Problem requirements: Reply with the data below, repeated exactly in full.

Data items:
--- --- ---

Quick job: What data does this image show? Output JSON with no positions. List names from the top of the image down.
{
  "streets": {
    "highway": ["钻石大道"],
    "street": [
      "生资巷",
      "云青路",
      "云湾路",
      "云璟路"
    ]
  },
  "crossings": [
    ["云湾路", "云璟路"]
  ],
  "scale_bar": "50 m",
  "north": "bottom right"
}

--- --- ---

Expected output:
Quick job: What data does this image show? Output JSON with no positions. List names from the top of the image down.
{
  "streets": {
    "highway": ["钻石大道"],
    "street": [
      "生资巷",
      "云青路",
      "云湾路",
      "云璟路"
    ]
  },
  "crossings": [
    ["云湾路", "云璟路"]
  ],
  "scale_bar": "50 m",
  "north": "bottom right"
}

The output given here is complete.